Her name is Darnella Frazier. Age 17, she was at the site of the murder of George Floyd that May 2020 Memorial Day with her nine-year-old sister to buy snacks at the market here. When she saw Floyd being suffocated by a Minneapolis police officer, the offensive nature of it caused her to pull out her smart phone and start filming. Her video proved to be the most decisive, irrefutable evidence that led to the swift justice levied by the jury in the case this week, that officer Derek Chauvin was found guilty on all three murder charges filed against him.
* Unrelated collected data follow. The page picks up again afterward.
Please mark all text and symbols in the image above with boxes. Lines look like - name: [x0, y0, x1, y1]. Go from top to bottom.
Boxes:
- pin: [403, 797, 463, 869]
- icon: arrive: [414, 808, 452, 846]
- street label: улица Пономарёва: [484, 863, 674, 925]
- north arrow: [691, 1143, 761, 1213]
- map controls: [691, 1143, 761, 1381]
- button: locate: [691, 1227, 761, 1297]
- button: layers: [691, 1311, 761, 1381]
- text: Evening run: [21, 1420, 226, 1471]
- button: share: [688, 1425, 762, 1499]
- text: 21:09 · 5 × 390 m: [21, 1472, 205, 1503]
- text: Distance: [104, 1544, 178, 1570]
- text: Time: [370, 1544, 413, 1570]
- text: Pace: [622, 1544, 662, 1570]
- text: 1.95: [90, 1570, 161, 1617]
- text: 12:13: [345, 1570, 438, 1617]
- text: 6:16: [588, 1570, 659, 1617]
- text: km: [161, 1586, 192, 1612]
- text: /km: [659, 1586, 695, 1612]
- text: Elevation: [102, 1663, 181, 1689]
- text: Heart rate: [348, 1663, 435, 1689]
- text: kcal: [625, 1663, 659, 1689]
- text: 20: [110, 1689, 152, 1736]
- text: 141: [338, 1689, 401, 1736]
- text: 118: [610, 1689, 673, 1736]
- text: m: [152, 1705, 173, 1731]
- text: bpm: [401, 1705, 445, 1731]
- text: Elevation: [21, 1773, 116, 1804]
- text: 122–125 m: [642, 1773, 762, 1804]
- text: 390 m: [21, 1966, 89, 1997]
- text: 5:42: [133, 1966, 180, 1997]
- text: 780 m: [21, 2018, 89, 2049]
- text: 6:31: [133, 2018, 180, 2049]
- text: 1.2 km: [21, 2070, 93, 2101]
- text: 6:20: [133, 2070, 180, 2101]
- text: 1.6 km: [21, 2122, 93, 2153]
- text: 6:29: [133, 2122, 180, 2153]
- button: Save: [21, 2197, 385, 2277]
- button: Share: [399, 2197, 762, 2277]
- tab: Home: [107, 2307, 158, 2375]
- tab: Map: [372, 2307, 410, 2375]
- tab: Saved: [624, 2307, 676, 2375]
Yes, it was murder, bloodless but bloody murder still, and thanks to Ms. Frazier, not only the jury in the case, but the entire nation watched a murder by a sanctioned official take place in broad daylight in a major U.S. city, not as an impulsive act but one that took over nine minutes to achieve. It turned the nation’s stomachs and millions onto the streets in ongoing protests that, among other things, contributed to the movement to remove the worst president in U.S. history last fall.
The murder was not the first or the most egregious. Now we are near the 100th anniversary of the race massacre in Tulsa, Oklahoma, when 36 Black citizens were killed by hundreds of white supremacist rioters who flattened a burgeoning Black neighborhood because some Black leaders had dared show up at City Hall to deter a lynching. Our new Attorney General, Merrick Garland, went there last week to commemorate that incident as well as the 1995 Oklahoma City bombing by white supremcists that killed 169 innocents. He’d prosecuted that case. He became deeply moved when an ABC reporter asked him to relate those incidents to his own family’s fleeing from Nazis that wound up murdering six million Jews. It’s the same hatred, he said.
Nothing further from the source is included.